Danto writes "learning it is a work of art means that it has qualities to attend to which its untransfigured counterpart lacks" and so our aesthetic responses will be "an altogether different order of things."  (99)  Partially true, but not quite right.  He is missing the transitional moments, for example when Duchamp beings to see the object differently in his mind, when he is working on Fountain in the studio but before he has presented it as art, and so on.  Moreover, there is no reason why the original appropriated object couldn't carry with it into the artworld context many of its properties enhanced and otherwise transformed in such a way as to retain their identity.  Duchamp had to insist that the aesthetic qualities of the urinal were left behind in Fountain precisely because this does not normally happen in the transfigurations of art.  This might be a case where really rare cases just do not make for good philosophy.  If, for example, Fountain was the only artwork in existence for which the artist denied that the aesthetic qualities of the subject matter or materials were of no relevance to its value, interpretation or identity as a work of art, then to make claims about art in general based on this would be absurd.
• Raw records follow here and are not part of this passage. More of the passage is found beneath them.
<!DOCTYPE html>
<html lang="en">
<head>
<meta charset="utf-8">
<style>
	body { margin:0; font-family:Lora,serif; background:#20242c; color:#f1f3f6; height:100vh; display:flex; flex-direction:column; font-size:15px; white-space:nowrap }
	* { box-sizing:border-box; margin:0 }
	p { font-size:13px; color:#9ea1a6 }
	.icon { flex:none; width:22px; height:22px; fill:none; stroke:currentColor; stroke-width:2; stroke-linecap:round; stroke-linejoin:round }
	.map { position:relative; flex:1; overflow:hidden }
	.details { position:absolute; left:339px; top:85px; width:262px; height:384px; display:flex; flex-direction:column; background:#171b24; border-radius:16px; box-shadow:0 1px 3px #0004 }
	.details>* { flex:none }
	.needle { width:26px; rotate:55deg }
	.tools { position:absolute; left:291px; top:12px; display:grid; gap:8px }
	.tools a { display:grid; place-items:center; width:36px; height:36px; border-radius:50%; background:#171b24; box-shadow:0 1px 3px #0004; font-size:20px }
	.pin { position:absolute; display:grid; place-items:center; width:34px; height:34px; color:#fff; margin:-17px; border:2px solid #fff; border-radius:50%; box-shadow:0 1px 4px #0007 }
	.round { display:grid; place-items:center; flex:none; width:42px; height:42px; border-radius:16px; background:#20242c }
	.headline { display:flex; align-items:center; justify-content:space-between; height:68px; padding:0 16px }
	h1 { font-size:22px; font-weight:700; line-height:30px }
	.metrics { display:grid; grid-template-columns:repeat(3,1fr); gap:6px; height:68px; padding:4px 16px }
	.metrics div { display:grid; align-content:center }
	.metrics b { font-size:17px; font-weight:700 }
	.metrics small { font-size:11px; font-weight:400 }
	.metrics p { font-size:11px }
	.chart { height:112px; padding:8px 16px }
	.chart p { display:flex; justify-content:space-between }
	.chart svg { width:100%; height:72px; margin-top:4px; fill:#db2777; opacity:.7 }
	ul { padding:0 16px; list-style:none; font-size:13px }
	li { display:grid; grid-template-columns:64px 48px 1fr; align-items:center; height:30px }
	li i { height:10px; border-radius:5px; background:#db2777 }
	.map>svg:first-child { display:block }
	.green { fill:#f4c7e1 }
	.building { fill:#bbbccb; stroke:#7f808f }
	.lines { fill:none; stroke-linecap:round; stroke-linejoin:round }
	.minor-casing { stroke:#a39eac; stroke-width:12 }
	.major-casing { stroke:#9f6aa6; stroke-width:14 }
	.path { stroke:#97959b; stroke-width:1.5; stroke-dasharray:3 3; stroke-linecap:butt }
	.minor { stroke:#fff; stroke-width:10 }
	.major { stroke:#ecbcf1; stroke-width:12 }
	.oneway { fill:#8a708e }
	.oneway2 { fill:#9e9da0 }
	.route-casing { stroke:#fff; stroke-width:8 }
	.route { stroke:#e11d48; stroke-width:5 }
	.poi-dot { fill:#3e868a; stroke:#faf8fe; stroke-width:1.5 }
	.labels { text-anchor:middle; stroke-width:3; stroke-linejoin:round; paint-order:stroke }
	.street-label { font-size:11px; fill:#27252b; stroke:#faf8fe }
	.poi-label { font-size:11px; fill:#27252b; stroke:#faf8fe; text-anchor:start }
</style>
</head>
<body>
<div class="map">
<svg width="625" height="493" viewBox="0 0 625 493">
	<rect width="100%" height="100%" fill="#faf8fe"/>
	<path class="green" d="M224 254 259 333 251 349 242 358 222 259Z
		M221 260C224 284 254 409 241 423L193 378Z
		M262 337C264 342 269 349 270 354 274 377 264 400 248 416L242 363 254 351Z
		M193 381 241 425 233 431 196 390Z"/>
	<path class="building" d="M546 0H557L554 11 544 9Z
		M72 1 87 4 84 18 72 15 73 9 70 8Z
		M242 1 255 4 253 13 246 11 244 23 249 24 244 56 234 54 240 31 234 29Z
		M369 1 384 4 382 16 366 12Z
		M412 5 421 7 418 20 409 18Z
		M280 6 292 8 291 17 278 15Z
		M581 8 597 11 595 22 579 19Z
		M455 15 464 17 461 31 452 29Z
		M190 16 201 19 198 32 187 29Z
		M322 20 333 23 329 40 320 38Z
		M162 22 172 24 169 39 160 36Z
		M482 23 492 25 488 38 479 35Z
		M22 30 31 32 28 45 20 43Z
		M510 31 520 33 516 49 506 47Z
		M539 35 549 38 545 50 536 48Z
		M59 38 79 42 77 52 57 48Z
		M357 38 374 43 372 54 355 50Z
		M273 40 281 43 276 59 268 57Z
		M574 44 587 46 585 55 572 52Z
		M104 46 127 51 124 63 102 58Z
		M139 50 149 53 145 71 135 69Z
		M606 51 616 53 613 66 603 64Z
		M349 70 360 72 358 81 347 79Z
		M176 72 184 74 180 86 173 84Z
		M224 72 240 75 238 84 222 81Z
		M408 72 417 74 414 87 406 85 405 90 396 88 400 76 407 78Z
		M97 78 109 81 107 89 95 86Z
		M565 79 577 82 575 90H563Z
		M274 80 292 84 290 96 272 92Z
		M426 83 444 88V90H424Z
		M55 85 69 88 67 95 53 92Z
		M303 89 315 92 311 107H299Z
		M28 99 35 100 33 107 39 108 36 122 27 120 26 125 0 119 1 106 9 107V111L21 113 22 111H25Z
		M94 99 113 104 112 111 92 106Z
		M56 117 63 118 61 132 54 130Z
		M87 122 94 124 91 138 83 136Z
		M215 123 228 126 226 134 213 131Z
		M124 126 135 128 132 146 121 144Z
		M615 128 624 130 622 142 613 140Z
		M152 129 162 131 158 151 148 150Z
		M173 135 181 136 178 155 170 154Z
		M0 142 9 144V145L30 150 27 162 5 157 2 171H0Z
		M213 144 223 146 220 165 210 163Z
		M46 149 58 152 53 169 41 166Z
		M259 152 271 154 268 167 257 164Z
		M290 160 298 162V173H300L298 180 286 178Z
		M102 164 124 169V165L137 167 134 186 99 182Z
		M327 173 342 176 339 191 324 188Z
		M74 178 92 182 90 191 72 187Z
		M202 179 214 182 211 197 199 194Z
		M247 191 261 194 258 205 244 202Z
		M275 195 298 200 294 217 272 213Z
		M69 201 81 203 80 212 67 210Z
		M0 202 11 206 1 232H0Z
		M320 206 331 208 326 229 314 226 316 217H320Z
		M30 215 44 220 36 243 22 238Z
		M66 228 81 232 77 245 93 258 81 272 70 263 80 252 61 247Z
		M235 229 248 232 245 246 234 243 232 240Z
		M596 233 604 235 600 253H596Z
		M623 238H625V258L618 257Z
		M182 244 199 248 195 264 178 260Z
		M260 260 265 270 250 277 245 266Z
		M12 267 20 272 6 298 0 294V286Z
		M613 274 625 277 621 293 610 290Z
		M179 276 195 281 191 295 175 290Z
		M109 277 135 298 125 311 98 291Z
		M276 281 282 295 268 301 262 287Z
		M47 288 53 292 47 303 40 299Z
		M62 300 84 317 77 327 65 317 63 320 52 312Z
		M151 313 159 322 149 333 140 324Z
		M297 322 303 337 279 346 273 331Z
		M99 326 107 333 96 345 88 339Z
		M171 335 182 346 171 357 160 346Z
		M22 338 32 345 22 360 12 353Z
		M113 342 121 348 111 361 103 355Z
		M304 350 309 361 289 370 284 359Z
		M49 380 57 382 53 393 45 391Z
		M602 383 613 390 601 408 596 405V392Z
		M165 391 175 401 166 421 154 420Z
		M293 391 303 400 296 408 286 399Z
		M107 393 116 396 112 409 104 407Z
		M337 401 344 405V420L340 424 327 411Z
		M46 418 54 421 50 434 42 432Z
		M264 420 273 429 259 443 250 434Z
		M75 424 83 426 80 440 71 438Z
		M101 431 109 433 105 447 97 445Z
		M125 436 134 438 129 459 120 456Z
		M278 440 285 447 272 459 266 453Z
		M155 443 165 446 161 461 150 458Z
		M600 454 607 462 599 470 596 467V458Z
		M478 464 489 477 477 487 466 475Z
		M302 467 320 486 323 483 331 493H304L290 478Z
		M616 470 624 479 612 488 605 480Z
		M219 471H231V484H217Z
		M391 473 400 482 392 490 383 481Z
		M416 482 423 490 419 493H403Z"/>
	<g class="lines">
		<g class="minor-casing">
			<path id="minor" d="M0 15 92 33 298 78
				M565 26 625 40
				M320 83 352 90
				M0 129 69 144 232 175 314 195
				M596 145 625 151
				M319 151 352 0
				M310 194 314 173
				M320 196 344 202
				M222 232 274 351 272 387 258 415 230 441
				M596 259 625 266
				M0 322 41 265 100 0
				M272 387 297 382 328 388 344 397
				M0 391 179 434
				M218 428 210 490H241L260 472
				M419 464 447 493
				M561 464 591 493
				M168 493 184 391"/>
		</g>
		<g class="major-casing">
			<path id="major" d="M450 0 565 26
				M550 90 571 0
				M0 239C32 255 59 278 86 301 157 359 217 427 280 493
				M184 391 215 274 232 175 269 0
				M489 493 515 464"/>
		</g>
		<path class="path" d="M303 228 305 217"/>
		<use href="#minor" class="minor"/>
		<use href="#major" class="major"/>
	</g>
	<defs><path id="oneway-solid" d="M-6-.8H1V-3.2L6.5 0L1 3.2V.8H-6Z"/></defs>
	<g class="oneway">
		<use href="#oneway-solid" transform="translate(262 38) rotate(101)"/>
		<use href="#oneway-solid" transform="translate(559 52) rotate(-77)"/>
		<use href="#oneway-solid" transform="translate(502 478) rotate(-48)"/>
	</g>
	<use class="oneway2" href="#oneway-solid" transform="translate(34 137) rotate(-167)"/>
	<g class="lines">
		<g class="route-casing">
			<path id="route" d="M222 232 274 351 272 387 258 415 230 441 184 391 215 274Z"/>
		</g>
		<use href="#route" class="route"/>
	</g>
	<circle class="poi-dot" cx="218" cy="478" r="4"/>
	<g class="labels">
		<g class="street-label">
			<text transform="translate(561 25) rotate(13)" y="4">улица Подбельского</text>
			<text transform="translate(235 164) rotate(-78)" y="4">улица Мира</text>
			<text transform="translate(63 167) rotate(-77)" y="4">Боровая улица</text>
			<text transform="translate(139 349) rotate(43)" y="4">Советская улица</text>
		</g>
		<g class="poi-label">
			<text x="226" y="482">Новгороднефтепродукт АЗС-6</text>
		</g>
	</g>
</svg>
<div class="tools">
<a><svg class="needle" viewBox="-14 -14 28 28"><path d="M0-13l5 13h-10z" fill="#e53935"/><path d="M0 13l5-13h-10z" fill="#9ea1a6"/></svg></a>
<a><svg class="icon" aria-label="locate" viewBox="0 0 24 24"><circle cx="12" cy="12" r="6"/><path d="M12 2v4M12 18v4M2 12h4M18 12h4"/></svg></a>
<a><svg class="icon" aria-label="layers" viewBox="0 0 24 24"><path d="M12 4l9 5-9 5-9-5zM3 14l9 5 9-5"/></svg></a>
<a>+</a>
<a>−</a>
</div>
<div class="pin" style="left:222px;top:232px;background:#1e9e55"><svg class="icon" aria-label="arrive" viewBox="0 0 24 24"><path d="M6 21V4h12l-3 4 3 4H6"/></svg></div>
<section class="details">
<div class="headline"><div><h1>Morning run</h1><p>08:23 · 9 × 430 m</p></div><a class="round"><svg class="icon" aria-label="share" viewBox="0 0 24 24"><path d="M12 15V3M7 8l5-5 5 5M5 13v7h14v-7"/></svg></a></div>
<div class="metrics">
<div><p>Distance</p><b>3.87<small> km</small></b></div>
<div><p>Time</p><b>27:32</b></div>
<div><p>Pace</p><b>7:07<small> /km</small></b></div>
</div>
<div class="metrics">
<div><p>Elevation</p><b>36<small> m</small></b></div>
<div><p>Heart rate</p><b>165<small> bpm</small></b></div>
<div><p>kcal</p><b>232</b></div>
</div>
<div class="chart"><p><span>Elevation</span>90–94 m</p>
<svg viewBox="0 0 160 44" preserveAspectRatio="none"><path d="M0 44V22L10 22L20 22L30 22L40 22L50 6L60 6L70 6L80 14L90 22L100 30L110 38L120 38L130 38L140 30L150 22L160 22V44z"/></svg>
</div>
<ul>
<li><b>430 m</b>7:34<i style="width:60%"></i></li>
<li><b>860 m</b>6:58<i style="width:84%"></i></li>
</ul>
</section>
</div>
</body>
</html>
Interestingly, Heidegger's "Origin of the Work of Art" could be read as in direct opposition to Danto on this point.  Danto sets up the artworld as detached from the thingly nature of art (the material substratum).  Heidegger sees the nature of art as revealing itself through the way a work of art can reveal the "abysses of meaning" in a pair of peasant shoes, whereas Danto would deny that "abysses of meaning" could apply with the same meaning both to Van Gogh's painting and to the peasant shoes it portrays.  For Heidegger, art happens as truth happens, truth being the non-scientific truth that is the unconcealment of Being.  As we learn about the equipmental nature of equipment we learn about the thingly nature of a thing and thereby the work-nature of a work of art.  The relationship between the painting of shoes, the shoes, the peasant women who wears the shoes, the artist who paints the shoes, and we who look at and are moved by this painting, is intensely intimate.  This is surely a case in which an analytic philosopher (one who, interestingly, was widely read in continental philosophy) and a continental philosopher deeply disagree....they are not just talking past each other or using different kinds of language.  (It is also interesting that no one I know of has commented on this deep disagreement.) However although Danto was clearly trying in this book to refute major views held by his analytic philosopher contemporaries (Dickie, Cohen, Beardsley, etc.) he seemed unaware that he was in direct conflict with Heidegger.  Who was right?  Danto, like Plato (on most interpretations), leaves the world of mere things as a kind of dross, best to be forgotten when we enter the ideal realm of art (of Forms, in Plato's case).  Heidegger finds the value of art to be deeply interrelated with everyday life.  Currently I lean towards Heidegger on the question, but am open to counterarguments as I have a certain fondness for Danto, who was, at the very least, a  nicer man.